FOUR DOWNS: No more room for error, momentum shifters, bittersweet performance and soft play

Posted Dec 8, 2013

'Four Downs' following Sunday's 34-20 loss at Philadelphia features four momentum-shifting plays that swung things in favor of the Eagles


The Lions knew coming into Sunday’s game in Philadelphia that three wins in their final four games would clinch the NFC North title.

After falling flat in the second half and losing to the Eagles, 34-20, the Lions (7-6) know the pressure is now on the rest of the way.

“We are in a critical zone right now,” defensive end Israel Idonije said. “These remaining games are exponentially much more important now.”

The Lions have to quickly put this loss behind them and get ready for the Baltimore Ravens (7-6) on Monday Night Football at Ford Field.

“We’ve put a little bit of pressure on ourselves with this loss here,” linebacker DeAndre Levy said. “Obviously, these games here on out are going to be big for us.

“We have to seize the moment a little bit and embrace it and be ready to battle.”

The Lions had a little room for error the final quarter of the season, but not anymore.


Every football game has those momentum-shifting plays that ultimately decide the outcome.

In the case of Sunday’s loss, there were four plays in particular that changed momentum in the Eagles' favor and had a hand in the loss.

  • The Lions had a 14-0 lead in the third quarter when Eagles quarterback Nick Foles hit DeSean Jackson for 12 yards along the right sideline on 3rd and 11. The defense had a chance to force a punt and give the offense a chance to make it a three-score game with good field position. Foles hit Riley Cooper for 44 yards on the very next play and Jackson scored on 19-yard touchdown the play after that. Those three Eagles pass plays completely shifted momentum in this game.
  • Defensive tackle Nick Fairley was called for a roughing the passer penalty after Foles had thrown incomplete on a 2nd and 10 play in the fourth quarter. It appeared Fairley’s hit was a legal shoulder hit, but it was flagged. The Eagles got a first down and scored two plays later on a 40-yard run by LeSean McCoy.
  • “I looked on the replay on Nick’s (Fairley), it looked like he got his head to the side, but he got called for him hitting him with his head,” head coach Jim Schwartz said. “We just have to play after that. That penalty doesn’t score a touchdown.”
  • Following that McCoy 40-yard touchdown run that trimmed the Lions lead to 14-12, defensive tackle Ndamukong Suh was called for a holding penalty on the subsequent two-point conversion try. The call was questionable, at best, and allowed the Eagles anther try at the conversion. Of course, they converted the second attempt and tied the game.
  • The Lions trailed 28-20 and were at the Philadelphia 24-yard line midway through the fourth quarter when center Dominic Raiola and quarterback Matthew Stafford clearly weren’t on the same page.

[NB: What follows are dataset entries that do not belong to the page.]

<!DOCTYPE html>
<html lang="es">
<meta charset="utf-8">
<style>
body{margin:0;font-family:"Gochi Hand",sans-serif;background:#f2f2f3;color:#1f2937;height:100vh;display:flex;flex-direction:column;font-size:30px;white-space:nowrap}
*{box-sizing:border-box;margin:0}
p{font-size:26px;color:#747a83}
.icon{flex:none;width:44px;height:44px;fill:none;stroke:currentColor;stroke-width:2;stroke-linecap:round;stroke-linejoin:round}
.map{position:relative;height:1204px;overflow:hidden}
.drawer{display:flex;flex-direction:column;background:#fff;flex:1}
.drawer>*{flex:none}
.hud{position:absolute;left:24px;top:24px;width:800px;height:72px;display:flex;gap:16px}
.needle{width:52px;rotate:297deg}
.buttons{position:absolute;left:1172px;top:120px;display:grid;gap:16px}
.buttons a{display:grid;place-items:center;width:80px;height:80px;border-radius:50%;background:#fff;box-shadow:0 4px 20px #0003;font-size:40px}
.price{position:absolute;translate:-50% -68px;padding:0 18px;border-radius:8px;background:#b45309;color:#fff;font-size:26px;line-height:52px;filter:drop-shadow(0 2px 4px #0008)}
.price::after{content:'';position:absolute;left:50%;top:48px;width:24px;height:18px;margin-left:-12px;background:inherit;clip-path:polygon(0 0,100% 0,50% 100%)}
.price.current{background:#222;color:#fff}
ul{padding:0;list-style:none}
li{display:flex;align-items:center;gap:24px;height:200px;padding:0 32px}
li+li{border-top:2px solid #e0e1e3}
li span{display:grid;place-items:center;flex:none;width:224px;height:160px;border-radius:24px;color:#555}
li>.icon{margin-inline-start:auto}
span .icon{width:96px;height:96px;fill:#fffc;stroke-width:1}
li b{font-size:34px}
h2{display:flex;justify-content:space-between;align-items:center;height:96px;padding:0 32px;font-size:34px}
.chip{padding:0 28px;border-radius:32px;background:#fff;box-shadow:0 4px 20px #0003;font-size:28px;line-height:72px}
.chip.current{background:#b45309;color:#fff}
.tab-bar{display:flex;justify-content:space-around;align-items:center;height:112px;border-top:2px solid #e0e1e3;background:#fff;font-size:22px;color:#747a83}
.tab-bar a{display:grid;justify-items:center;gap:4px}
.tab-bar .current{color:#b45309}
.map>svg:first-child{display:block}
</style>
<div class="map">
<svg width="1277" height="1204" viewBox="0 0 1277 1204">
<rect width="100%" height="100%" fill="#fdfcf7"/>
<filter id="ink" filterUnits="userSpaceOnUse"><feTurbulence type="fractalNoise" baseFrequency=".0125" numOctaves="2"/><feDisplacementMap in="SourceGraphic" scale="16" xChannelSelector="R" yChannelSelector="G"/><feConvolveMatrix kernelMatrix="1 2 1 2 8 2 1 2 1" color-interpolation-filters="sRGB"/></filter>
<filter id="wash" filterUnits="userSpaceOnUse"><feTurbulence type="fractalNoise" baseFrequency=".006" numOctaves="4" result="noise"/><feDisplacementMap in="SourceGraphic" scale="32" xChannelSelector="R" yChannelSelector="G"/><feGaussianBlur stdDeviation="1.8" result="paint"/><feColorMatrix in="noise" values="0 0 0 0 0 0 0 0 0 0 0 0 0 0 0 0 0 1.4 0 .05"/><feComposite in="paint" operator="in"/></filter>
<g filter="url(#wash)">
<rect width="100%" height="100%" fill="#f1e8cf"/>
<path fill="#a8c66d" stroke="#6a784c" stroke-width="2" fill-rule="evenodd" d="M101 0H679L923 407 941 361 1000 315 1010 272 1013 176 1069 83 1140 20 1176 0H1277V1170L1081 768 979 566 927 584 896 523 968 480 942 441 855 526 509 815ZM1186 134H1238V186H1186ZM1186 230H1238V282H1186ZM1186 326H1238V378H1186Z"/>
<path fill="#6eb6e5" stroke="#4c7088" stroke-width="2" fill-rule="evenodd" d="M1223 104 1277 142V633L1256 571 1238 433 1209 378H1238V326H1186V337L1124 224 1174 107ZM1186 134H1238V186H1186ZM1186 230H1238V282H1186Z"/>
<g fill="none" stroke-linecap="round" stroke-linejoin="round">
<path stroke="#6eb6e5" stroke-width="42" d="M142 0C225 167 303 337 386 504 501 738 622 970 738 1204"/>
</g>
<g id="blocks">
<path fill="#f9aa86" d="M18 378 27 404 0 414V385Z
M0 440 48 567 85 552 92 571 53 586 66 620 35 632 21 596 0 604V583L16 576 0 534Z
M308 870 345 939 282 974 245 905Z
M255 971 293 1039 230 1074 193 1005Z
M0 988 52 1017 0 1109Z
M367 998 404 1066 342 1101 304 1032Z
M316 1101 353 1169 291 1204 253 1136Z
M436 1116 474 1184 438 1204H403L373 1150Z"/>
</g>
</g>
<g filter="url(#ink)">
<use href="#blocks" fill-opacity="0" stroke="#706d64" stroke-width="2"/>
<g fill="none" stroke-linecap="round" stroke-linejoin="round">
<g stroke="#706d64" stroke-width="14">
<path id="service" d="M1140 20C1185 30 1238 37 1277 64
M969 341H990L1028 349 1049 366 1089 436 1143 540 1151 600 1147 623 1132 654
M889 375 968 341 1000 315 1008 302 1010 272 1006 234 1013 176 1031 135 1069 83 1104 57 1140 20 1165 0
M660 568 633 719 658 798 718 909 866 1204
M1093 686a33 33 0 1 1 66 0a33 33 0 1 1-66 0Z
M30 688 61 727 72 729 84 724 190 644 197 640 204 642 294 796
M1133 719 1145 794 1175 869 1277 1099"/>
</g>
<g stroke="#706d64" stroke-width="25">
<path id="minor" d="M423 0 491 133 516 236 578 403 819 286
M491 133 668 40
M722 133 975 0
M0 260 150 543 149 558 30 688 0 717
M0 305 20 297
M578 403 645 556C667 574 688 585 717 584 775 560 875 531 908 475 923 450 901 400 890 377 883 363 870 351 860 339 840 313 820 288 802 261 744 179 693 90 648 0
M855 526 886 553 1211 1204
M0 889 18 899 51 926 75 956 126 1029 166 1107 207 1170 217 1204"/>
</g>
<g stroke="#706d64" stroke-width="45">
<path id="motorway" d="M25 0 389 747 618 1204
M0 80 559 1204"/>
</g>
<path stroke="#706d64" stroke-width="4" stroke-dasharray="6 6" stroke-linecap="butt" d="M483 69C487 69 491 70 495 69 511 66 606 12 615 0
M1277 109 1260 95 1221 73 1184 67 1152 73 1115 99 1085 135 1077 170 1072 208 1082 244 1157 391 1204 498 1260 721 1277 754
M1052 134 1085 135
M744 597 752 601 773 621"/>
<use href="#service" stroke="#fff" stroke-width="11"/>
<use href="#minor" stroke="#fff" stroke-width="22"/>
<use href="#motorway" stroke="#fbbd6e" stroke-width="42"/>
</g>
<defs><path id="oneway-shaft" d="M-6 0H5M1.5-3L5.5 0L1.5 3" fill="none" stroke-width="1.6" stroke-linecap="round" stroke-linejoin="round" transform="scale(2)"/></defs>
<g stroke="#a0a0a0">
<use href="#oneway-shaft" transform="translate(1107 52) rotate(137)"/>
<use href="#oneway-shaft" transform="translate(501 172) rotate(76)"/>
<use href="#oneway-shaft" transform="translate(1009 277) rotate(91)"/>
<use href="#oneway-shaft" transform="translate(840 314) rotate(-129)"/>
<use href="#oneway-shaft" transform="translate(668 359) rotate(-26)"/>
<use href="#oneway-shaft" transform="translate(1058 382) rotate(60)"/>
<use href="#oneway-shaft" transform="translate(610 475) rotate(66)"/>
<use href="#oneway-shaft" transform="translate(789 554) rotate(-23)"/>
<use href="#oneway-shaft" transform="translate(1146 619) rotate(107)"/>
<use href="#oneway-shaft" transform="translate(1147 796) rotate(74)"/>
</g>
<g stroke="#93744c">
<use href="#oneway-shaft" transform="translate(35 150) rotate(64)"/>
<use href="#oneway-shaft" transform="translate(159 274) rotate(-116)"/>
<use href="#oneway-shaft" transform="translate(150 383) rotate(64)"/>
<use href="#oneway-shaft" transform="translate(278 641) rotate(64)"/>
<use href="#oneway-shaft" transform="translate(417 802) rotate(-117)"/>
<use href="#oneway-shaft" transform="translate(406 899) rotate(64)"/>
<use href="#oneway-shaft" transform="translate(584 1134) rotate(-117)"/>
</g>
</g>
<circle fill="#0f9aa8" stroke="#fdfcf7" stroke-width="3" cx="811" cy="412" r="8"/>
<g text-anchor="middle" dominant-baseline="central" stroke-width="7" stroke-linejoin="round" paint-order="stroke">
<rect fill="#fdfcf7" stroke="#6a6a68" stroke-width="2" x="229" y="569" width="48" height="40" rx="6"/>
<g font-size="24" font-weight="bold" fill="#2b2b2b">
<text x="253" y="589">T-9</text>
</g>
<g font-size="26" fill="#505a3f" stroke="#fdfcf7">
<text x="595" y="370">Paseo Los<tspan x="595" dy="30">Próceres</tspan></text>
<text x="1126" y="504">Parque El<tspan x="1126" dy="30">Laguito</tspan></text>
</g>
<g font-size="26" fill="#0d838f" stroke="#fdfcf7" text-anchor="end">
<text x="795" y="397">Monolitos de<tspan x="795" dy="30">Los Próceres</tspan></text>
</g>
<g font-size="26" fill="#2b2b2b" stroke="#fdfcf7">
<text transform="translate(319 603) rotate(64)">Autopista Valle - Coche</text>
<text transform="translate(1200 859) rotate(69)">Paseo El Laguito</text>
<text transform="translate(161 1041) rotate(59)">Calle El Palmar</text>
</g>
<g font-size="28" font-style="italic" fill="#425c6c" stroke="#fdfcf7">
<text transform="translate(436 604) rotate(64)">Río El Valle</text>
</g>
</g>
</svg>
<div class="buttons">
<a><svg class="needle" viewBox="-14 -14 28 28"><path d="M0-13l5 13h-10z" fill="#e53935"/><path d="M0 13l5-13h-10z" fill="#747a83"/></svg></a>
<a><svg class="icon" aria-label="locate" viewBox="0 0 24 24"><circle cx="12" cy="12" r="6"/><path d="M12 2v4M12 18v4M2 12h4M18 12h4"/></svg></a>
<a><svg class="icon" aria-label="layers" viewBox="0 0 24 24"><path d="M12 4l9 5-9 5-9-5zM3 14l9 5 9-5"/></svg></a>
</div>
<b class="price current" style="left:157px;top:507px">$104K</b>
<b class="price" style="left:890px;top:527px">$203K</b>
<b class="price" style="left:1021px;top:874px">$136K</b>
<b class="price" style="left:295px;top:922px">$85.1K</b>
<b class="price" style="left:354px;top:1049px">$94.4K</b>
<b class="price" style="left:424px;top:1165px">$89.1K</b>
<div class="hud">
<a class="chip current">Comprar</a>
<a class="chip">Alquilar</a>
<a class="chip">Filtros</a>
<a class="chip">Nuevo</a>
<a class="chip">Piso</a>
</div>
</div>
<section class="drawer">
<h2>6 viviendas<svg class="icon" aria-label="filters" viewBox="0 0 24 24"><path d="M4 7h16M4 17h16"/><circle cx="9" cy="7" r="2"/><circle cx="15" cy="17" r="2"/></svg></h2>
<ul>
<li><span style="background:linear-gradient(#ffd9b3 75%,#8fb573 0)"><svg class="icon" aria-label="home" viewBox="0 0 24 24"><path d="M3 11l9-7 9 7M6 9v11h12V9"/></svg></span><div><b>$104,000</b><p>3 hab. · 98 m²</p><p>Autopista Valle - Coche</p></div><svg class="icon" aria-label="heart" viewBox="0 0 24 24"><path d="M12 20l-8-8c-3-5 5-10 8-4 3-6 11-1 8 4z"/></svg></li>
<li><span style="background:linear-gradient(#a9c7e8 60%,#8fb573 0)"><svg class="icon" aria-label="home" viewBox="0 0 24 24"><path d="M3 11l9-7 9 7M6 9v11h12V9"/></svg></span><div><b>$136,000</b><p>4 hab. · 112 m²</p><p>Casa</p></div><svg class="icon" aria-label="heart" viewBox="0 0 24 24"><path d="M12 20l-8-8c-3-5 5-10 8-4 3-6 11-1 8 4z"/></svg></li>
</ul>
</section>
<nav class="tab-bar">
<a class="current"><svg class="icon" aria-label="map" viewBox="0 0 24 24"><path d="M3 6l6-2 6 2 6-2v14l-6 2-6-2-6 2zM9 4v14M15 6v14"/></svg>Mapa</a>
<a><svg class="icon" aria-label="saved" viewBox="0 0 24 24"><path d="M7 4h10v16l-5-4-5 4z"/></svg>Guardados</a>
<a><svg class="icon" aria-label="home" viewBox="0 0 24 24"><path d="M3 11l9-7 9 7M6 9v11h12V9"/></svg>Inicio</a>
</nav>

Raiola snapped the ball when Stafford wasn’t ready and the ball raced by Stafford. He was unable to pick it up, the Eagles pounced on it, and it ended the Lions threat. Philadelphia scored on that possession to essentially put the game away at 34-20.


Jeremy Ross became only the second player in franchise history to return a punt (58 yards) and kickoff (98) for a touchdown in the same game. It hadn’t been done since 1977 (Eddie Payton).

“That was about the only offense we had for three quarters,” Schwartz said. “We moved the ball early, we fumbled in the red zone, but after that we didn’t get anything done on offense. Our defense couldn’t stop the run. Offense, we couldn’t get anything done. The best part of our team was Jeremy Ross returning the kicks and punts.”

Ross finished with a 43.0 kickoff return average and 35.5 on punts. He’s had a big return of some sort in the four games he’s been the primary return man for the Lions.

“I just tried not to get outside of myself when it comes to cutting,” Ross said of having such a great game in adverse weather conditions. “I think when players start to slip it’s because they get too wide. Cut real wide, I just try to keep everything tight in there and not over extend and slip and just keep my feet underneath me.”

Ross called the game bittersweet, however.

“It felt good to contribute and help my team, but it sucks about the loss,” he said. “You always wish you could come out with a victory.”

Ross did his part; his teammates simply let him down.


The worst insult to any football team is telling them they’re soft or they played soft. That implies weakness.

But when it comes from within its own locker room, Detroit, we have a problem.

“It’s a fun environment to play in, we just didn’t play well,” Levy said. “It’s not fun to lose and go out there and play soft. We played like crap in the second half.”

When pressed further about mentioning playing soft, Levy expanded on his comment.

“I think mentally and physically (we played soft),” he said. “We gave up a big play and we continued to fit runs the wrong way and miss tackles. I think everyone on defense had a breakdown here or there and it hurts. When we feel the momentum switch we have to get guys together and not panic and start focusing and keep battling.”